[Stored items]
· · ·
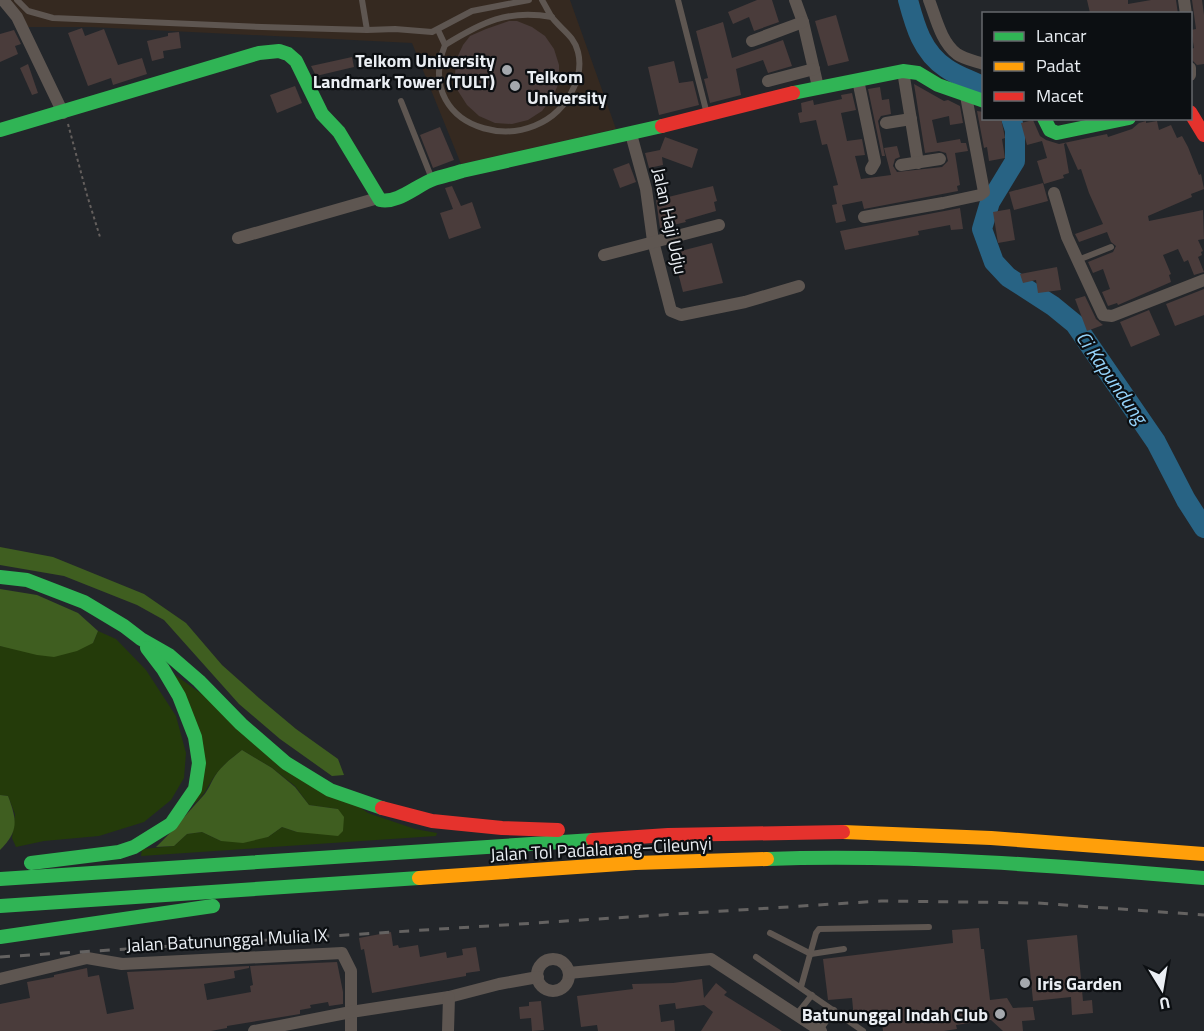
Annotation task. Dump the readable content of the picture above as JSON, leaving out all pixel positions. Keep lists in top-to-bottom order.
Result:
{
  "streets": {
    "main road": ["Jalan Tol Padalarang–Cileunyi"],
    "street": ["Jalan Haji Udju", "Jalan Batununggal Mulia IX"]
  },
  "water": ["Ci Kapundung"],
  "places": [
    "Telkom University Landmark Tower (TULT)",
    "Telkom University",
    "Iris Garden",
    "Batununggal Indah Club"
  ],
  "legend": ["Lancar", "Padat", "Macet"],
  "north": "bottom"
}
· · ·
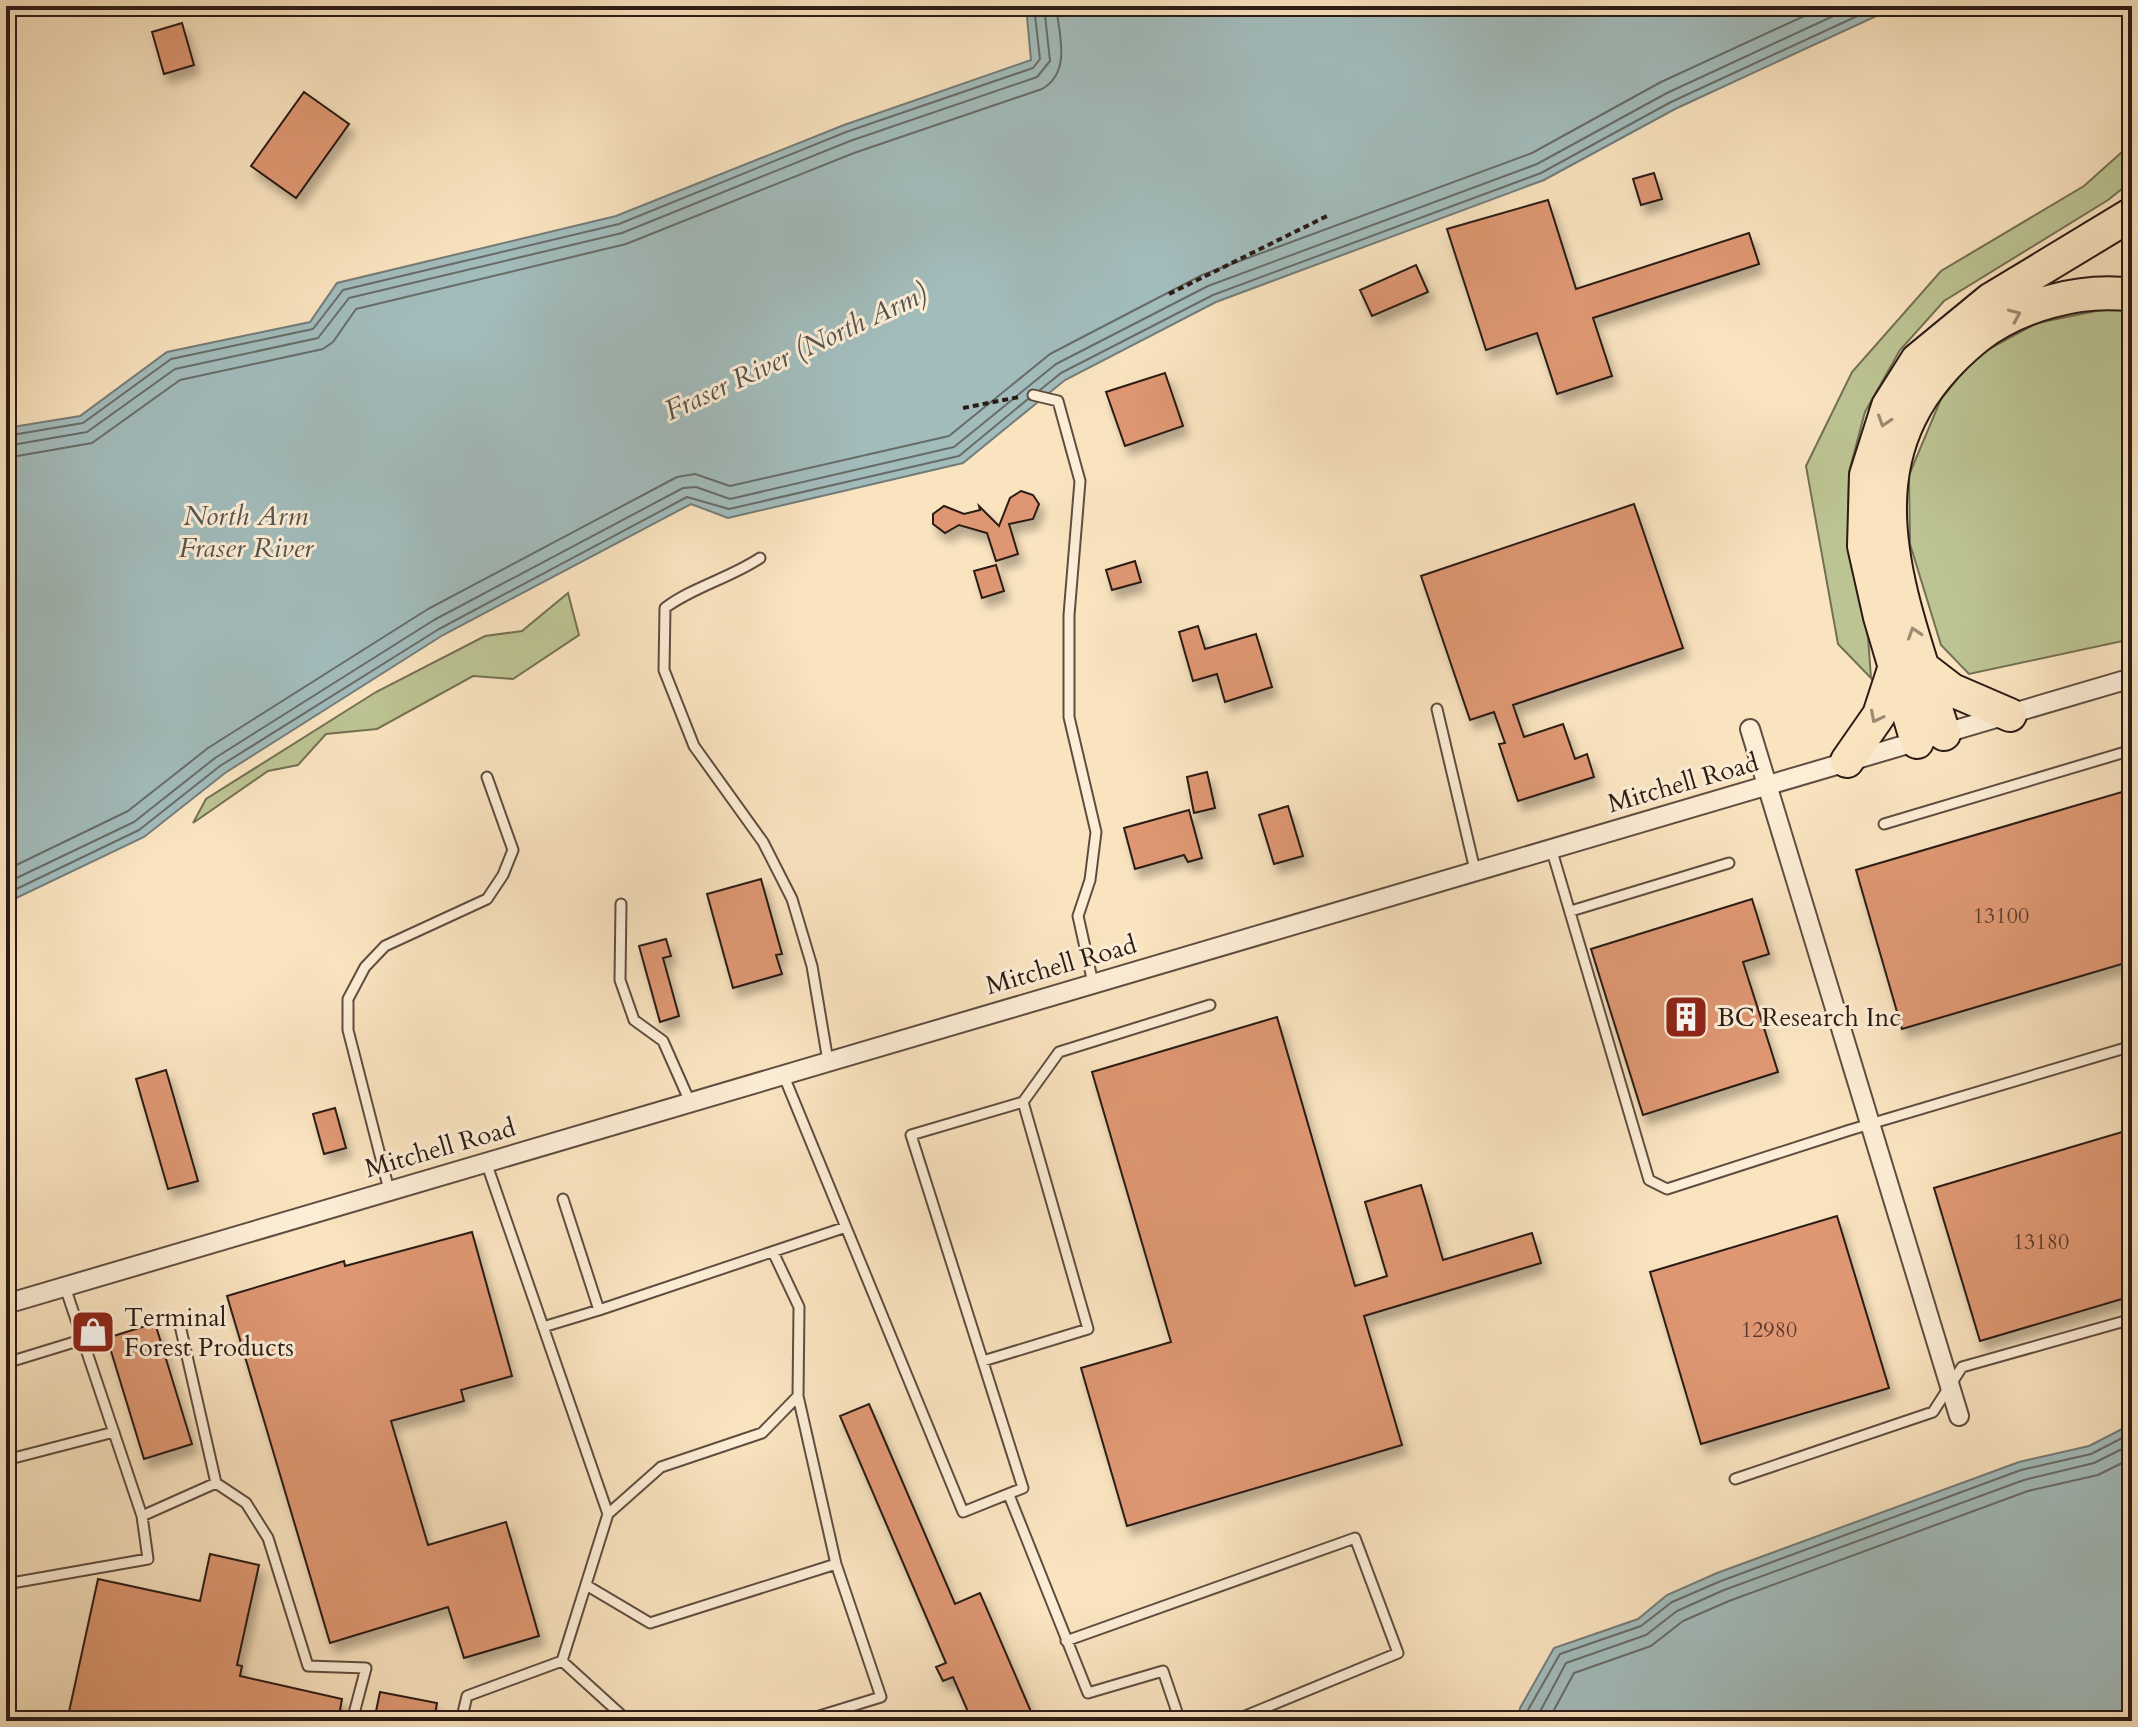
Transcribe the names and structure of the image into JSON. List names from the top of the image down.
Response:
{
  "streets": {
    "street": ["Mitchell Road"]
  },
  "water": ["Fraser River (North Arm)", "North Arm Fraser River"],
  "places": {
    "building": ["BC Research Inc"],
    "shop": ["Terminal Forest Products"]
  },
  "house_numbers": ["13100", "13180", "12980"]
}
· · ·
Task statement — Lines in the records above that carry the word "JSON" are to be located and copied.

Problem solution —
Annotation task. Dump the readable content of the picture above as JSON, leaving out all pixel positions. Keep lists in top-to-bottom order.
Transcribe the names and structure of the image into JSON. List names from the top of the image down.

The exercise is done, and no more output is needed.